→ Activity
The response must be made up of the lines in the entries below that contain "JSON".

→ Data for review
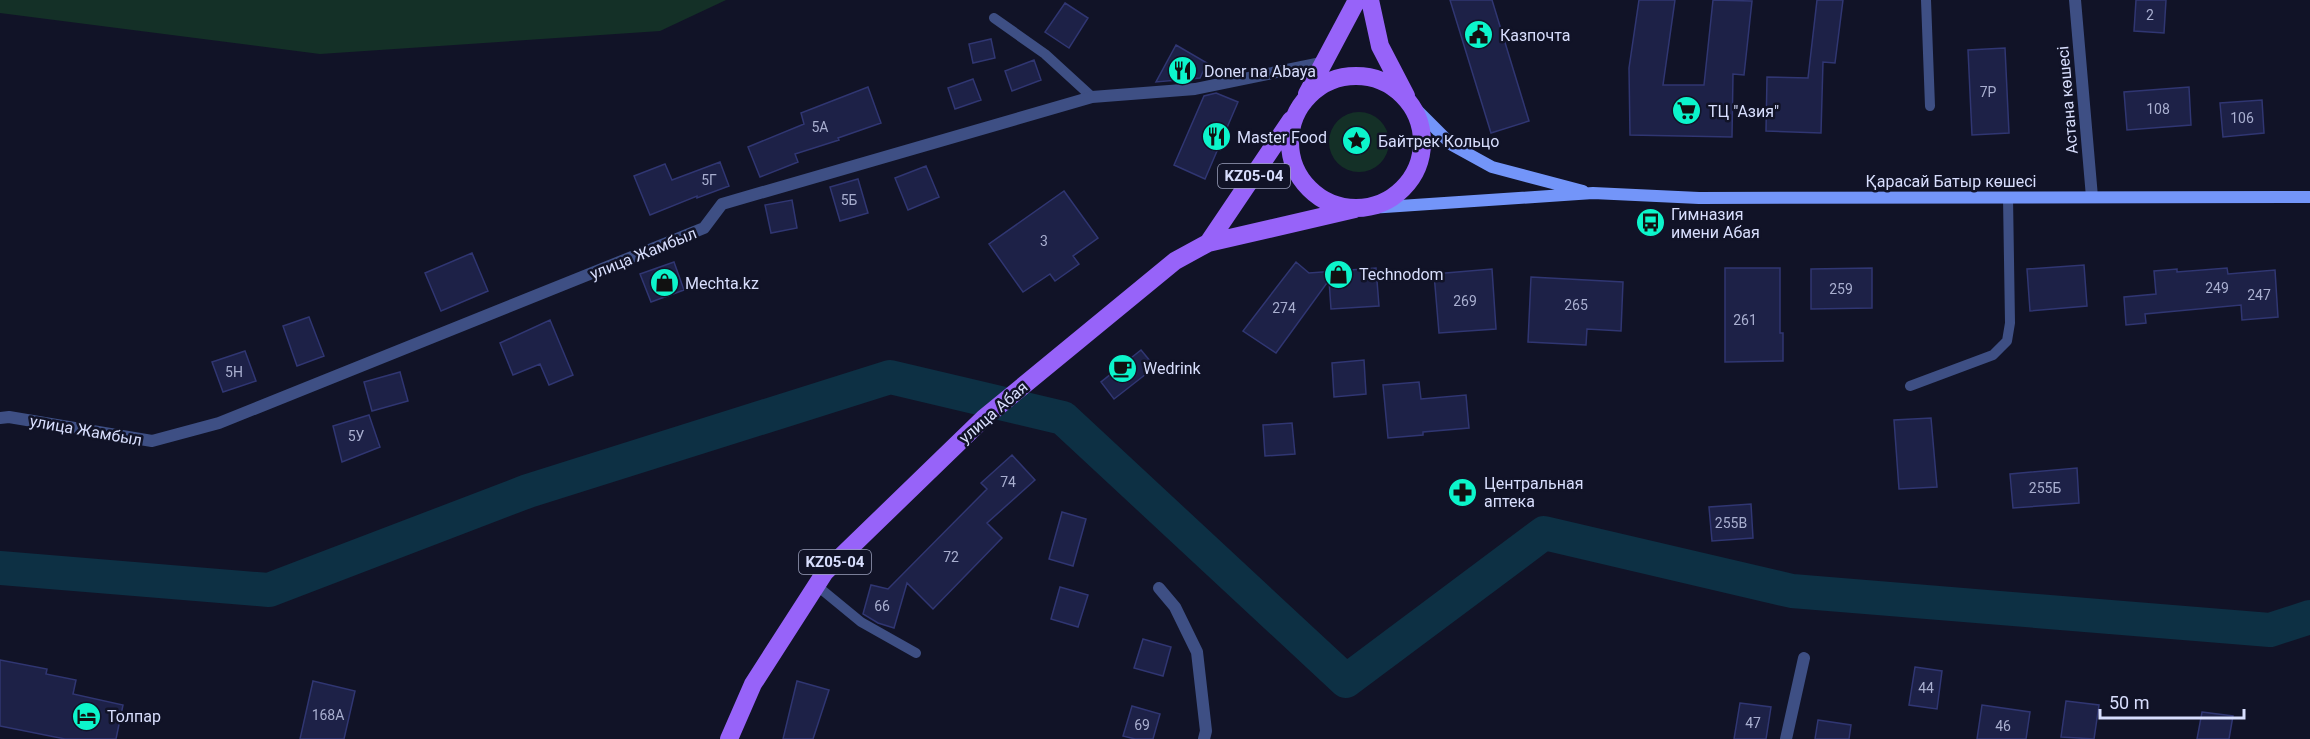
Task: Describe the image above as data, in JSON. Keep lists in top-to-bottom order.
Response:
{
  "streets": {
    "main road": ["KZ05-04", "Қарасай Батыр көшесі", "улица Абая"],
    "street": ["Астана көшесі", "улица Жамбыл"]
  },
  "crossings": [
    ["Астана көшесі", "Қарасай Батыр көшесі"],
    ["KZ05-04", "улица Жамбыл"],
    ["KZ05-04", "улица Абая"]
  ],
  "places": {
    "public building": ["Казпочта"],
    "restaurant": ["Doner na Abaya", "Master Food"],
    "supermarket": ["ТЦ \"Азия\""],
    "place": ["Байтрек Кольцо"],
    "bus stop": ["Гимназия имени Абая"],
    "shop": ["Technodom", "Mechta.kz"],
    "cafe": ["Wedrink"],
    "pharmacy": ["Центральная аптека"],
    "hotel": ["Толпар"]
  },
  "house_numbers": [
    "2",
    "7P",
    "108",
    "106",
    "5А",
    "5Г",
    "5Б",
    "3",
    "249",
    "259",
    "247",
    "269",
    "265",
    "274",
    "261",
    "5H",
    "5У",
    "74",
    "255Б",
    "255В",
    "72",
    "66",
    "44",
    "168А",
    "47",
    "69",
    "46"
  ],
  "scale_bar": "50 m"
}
==
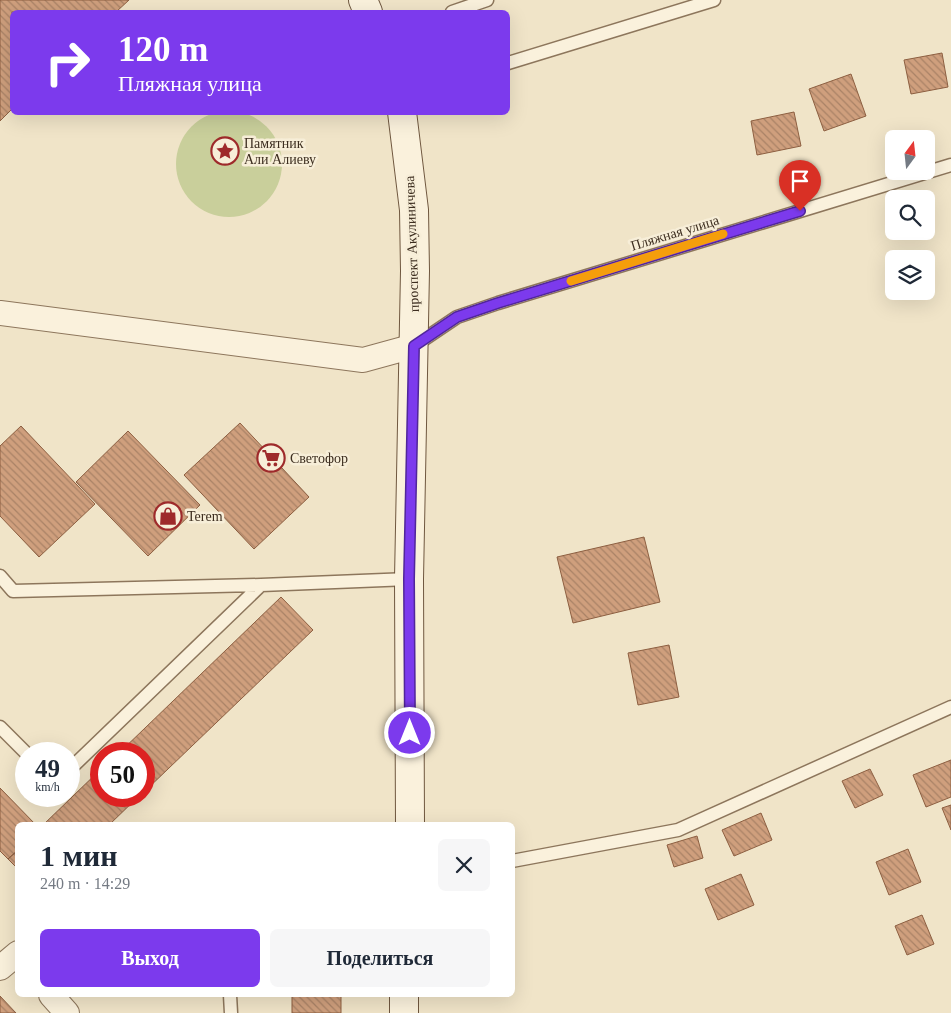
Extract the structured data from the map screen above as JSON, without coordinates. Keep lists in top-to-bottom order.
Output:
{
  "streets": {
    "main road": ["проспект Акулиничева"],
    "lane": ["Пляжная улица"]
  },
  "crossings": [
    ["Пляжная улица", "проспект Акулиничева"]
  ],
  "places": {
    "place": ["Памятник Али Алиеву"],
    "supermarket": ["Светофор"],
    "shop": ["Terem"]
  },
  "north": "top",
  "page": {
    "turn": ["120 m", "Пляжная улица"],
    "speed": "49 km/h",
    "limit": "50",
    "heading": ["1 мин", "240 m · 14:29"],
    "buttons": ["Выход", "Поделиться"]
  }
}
==
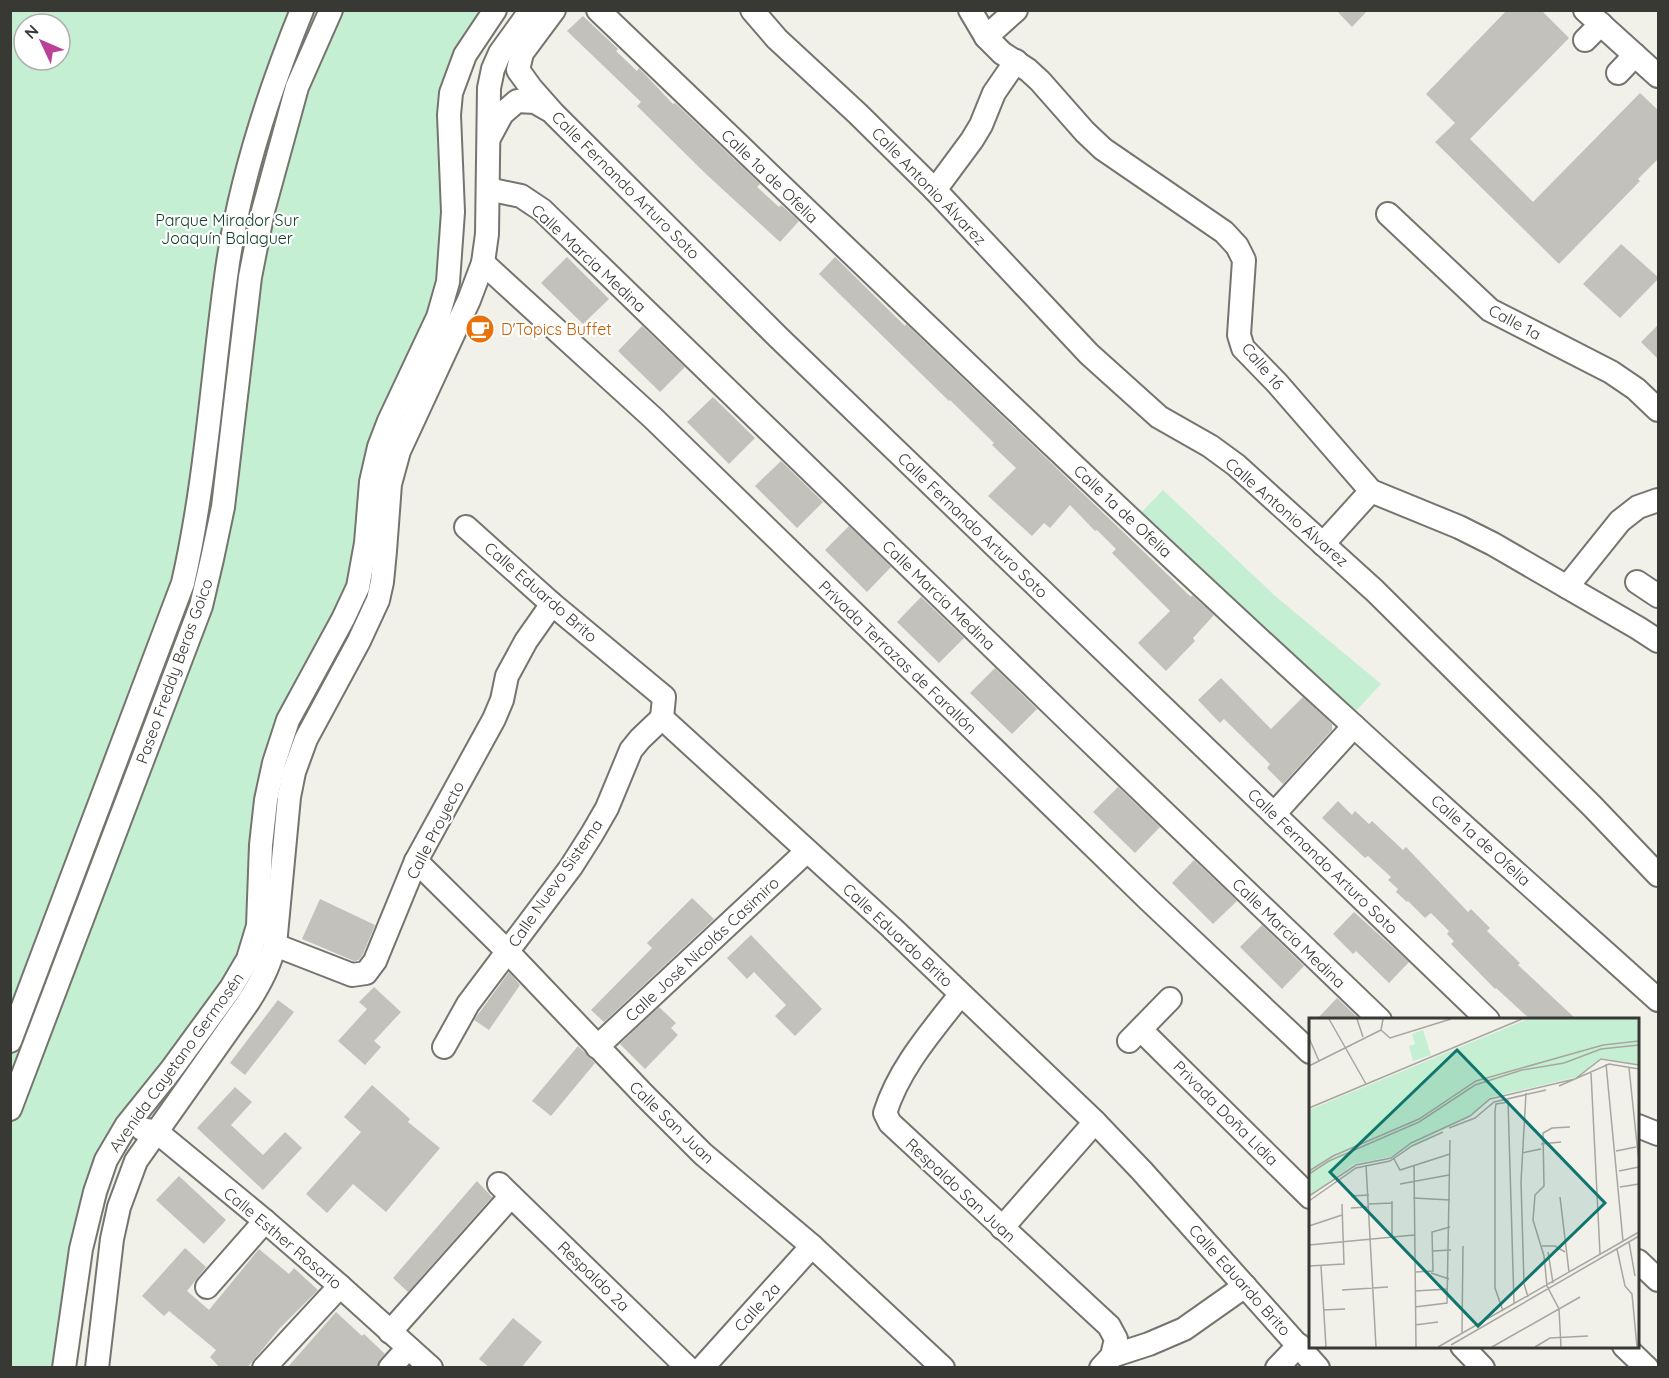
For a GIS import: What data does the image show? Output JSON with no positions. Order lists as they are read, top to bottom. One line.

→ Solution to the problem
Task: Describe the image above as data, in JSON. Keep lists in top-to-bottom order.
Extract the structured data from the map screen above as JSON, without coordinates. Keep lists in top-to-bottom order.
For a GIS import: What data does the image show? Output JSON with no positions. Order lists as they are read, top to bottom. One line.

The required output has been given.